▶ [Task goal]: For the data below, give again exactly the lines from the one containing "position:relative; width:1103px; height:1970px;" through the one containing "position:absolute; left:24px; top:1866px;", both ends included, and no others.
━━━ Source data ━━━
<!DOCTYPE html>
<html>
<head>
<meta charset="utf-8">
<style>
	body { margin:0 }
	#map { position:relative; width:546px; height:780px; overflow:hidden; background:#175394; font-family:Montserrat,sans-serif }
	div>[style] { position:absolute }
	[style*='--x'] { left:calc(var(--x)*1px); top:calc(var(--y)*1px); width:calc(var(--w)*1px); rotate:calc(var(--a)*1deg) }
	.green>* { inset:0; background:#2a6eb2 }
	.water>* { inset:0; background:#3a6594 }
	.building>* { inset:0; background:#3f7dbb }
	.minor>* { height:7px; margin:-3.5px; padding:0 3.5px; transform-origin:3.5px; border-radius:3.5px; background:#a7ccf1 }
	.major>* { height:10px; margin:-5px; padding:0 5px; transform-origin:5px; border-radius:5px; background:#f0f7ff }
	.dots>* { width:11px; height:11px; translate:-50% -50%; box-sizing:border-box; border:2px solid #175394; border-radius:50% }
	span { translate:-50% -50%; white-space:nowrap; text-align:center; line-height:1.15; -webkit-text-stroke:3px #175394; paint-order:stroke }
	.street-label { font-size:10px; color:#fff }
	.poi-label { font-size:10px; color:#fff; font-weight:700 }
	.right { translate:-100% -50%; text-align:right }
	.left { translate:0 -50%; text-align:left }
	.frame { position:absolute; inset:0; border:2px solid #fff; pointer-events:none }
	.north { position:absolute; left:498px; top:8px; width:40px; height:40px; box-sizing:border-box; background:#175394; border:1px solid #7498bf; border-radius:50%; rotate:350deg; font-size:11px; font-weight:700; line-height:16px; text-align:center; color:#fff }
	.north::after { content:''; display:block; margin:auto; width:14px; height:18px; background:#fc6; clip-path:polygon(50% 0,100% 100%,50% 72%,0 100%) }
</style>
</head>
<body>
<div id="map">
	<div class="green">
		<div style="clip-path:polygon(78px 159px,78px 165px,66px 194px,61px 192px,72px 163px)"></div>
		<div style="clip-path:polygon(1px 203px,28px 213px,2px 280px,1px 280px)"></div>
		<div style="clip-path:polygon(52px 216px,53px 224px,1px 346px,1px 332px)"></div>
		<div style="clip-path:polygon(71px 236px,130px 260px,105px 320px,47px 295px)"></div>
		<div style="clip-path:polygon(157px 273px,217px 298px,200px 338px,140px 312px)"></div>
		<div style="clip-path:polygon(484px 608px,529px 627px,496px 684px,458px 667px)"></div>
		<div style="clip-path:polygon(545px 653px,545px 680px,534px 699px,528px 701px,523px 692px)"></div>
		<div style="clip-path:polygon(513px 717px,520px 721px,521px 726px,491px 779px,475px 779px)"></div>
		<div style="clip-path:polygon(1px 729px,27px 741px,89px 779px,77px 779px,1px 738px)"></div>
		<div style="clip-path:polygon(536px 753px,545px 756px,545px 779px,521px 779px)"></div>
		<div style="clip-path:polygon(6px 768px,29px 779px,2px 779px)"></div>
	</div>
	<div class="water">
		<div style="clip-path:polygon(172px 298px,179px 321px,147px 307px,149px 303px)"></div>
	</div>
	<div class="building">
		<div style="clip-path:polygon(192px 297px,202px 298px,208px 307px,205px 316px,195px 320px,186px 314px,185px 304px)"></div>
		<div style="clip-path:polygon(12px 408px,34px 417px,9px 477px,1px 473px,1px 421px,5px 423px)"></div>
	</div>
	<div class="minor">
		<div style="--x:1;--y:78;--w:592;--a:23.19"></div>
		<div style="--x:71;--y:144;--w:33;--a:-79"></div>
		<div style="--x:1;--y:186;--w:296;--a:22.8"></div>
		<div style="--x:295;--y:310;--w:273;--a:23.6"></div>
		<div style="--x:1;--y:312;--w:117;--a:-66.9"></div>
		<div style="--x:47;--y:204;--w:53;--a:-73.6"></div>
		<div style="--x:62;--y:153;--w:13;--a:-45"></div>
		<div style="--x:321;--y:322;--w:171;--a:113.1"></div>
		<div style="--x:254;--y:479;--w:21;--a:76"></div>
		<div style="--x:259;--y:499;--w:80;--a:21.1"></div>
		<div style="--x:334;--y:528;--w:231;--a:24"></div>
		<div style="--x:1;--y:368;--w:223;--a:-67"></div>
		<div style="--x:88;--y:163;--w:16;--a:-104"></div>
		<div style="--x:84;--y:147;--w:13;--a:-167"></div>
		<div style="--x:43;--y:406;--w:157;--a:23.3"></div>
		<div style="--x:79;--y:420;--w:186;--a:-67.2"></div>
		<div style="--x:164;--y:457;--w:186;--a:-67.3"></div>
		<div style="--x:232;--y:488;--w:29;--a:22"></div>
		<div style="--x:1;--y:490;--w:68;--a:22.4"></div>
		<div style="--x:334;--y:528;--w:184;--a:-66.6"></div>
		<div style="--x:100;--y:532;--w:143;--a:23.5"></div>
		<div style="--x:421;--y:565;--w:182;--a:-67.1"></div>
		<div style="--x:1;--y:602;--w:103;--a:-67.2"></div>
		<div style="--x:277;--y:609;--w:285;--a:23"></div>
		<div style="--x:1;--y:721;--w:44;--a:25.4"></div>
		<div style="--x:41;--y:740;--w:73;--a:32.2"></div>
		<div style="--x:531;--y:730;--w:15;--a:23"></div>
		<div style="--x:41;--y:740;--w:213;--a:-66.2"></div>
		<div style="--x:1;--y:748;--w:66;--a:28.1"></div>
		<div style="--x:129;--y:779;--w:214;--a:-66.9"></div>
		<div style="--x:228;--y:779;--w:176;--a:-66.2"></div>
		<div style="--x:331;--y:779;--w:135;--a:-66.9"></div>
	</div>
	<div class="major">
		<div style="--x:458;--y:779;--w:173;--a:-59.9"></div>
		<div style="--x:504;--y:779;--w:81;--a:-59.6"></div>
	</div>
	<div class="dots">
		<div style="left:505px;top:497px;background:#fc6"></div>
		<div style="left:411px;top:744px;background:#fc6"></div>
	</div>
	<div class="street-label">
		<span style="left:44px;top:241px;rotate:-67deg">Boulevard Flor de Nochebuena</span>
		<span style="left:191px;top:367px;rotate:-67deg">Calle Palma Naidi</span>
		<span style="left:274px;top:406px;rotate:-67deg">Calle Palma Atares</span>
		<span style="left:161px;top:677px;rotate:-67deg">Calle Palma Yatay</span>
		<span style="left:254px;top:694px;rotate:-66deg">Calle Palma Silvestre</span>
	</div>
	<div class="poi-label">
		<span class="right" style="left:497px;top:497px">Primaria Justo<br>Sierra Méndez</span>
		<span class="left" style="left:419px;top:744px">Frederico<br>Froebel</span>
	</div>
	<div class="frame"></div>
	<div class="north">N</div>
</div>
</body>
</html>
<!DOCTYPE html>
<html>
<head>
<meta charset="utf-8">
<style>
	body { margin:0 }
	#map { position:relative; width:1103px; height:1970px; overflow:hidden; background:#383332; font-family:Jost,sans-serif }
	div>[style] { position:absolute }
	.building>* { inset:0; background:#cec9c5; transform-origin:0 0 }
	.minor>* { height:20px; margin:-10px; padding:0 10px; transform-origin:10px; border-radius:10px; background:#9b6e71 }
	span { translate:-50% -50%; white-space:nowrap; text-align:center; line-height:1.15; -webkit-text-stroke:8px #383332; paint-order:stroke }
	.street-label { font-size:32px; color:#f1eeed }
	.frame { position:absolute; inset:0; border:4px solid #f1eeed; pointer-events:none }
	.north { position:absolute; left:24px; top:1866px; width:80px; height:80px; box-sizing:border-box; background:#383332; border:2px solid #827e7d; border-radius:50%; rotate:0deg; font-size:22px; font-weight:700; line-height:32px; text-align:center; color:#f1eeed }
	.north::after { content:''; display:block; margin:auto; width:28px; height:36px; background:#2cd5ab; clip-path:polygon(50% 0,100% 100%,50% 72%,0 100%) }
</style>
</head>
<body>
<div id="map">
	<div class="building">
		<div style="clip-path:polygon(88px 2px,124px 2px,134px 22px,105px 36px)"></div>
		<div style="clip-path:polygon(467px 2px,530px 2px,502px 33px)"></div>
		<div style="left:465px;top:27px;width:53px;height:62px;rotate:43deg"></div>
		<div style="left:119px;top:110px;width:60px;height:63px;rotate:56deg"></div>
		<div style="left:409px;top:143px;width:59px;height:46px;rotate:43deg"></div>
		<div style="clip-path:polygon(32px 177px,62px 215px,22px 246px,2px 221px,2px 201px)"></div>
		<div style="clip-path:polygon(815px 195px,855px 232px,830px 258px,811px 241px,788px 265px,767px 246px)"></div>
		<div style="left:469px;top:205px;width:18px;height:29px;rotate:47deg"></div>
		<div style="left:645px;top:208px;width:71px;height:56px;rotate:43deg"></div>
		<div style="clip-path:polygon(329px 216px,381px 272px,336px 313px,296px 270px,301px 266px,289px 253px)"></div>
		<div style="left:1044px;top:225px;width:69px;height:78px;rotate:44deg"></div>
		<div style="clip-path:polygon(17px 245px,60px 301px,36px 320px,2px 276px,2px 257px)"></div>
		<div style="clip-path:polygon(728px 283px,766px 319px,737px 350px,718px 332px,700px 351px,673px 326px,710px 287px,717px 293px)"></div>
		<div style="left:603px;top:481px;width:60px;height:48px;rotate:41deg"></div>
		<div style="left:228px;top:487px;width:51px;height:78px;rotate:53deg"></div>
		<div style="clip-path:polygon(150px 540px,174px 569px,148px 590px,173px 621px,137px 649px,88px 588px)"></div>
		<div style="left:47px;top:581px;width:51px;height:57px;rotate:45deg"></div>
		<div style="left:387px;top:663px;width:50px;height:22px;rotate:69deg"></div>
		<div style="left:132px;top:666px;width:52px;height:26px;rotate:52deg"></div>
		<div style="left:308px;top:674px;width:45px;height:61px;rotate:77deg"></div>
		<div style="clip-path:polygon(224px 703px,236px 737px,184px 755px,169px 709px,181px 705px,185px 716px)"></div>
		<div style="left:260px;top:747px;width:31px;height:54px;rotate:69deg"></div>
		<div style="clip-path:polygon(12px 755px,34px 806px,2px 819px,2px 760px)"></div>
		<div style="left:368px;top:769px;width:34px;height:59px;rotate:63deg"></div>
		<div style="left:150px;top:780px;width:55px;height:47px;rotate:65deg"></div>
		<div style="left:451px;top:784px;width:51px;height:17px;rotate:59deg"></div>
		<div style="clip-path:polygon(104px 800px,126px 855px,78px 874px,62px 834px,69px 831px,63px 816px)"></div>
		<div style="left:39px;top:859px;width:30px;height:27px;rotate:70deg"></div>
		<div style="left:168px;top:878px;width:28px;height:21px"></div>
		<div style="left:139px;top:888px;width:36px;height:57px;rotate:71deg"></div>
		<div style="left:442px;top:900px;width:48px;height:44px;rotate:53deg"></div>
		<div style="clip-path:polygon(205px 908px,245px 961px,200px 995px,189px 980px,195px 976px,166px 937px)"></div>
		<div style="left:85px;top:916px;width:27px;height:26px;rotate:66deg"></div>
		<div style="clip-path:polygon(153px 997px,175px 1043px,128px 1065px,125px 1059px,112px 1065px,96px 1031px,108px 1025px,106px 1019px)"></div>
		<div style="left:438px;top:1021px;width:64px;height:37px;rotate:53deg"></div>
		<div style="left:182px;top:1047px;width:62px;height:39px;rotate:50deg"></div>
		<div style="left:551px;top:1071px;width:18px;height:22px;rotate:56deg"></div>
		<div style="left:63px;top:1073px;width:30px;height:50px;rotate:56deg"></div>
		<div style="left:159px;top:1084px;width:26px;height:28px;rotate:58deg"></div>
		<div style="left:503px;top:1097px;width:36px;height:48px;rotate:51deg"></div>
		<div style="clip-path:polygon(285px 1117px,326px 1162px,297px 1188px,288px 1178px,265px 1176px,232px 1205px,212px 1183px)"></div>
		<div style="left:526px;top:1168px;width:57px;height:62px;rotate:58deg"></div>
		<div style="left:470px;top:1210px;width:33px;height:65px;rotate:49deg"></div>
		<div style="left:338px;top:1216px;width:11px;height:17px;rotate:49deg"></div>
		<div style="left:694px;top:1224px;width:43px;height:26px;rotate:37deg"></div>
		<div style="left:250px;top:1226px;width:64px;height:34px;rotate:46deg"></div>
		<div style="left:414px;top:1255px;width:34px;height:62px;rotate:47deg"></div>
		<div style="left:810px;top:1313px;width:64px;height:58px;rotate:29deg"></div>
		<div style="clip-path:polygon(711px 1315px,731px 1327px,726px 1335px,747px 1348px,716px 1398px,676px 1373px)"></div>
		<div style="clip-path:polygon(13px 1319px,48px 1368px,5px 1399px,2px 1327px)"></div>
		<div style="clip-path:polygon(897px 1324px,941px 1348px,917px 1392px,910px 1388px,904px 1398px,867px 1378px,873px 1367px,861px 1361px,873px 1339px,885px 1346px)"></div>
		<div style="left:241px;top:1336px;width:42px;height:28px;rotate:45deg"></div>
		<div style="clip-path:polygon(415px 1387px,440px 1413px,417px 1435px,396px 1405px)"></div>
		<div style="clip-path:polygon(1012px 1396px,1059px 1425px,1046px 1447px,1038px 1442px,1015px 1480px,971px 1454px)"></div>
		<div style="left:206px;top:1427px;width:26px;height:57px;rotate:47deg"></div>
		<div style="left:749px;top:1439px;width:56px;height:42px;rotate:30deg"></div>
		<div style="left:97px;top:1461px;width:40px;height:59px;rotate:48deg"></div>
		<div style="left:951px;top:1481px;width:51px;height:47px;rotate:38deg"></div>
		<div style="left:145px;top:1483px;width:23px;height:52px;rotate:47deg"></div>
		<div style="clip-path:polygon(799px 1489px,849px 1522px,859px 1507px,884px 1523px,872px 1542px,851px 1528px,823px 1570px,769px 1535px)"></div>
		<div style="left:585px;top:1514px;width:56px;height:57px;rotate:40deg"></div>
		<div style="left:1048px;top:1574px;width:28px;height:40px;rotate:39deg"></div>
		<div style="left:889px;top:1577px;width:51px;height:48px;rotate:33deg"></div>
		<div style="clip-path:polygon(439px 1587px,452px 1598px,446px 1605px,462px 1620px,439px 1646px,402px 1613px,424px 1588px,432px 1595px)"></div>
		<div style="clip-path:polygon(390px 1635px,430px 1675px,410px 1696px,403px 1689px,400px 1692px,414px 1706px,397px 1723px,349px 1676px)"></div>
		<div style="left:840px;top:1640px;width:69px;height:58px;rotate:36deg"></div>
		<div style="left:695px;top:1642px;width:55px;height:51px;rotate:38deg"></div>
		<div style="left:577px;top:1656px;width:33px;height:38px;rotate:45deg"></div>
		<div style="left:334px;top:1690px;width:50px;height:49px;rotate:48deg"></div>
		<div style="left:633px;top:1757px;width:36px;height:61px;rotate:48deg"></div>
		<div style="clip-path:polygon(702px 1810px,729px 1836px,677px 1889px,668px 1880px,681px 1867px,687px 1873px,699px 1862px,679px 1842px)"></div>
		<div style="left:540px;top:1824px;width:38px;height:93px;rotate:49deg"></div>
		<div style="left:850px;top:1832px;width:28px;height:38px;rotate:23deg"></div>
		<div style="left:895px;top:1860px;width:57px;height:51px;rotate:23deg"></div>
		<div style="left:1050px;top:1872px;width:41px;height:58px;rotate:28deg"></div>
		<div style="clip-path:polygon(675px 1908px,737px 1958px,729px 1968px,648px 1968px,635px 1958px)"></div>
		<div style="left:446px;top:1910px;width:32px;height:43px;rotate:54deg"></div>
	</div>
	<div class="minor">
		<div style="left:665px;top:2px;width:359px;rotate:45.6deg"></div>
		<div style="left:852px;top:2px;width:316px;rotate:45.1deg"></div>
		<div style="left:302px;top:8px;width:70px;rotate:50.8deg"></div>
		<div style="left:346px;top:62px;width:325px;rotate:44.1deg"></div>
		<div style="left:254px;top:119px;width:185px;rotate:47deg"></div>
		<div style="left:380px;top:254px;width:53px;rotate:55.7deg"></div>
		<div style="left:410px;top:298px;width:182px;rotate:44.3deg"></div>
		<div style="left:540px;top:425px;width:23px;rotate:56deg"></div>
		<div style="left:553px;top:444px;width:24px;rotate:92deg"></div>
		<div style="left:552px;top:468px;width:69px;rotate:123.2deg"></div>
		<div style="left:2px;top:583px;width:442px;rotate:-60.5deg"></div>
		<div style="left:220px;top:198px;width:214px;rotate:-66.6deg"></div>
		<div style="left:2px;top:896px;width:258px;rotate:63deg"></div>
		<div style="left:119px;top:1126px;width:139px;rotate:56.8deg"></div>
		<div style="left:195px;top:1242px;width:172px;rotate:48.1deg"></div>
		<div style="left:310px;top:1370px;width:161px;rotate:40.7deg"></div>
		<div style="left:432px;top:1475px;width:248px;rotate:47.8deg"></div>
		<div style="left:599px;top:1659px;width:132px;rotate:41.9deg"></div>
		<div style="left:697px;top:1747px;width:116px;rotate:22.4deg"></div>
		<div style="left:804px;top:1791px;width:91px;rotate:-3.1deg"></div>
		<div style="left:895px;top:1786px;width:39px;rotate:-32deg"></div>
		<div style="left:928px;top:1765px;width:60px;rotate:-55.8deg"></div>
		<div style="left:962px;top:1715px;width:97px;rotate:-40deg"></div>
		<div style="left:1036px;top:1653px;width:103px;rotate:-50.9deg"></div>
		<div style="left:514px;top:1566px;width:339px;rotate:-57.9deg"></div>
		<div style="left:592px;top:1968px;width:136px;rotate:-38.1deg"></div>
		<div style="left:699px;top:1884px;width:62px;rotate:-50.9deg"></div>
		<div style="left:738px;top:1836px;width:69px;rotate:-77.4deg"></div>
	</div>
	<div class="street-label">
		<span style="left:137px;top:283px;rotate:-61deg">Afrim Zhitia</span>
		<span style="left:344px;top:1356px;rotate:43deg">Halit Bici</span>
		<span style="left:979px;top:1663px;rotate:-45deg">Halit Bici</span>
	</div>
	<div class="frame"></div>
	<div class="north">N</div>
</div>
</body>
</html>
━━━
▶ [Output for this exercise]:
	#map { position:relative; width:1103px; height:1970px; overflow:hidden; background:#383332; font-family:Jost,sans-serif }
	div>[style] { position:absolute }
	.building>* { inset:0; background:#cec9c5; transform-origin:0 0 }
	.minor>* { height:20px; margin:-10px; padding:0 10px; transform-origin:10px; border-radius:10px; background:#9b6e71 }
	span { translate:-50% -50%; white-space:nowrap; text-align:center; line-height:1.15; -webkit-text-stroke:8px #383332; paint-order:stroke }
	.street-label { font-size:32px; color:#f1eeed }
	.frame { position:absolute; inset:0; border:4px solid #f1eeed; pointer-events:none }
	.north { position:absolute; left:24px; top:1866px; width:80px; height:80px; box-sizing:border-box; background:#383332; border:2px solid #827e7d; border-radius:50%; rotate:0deg; font-size:22px; font-weight:700; line-height:32px; text-align:center; color:#f1eeed }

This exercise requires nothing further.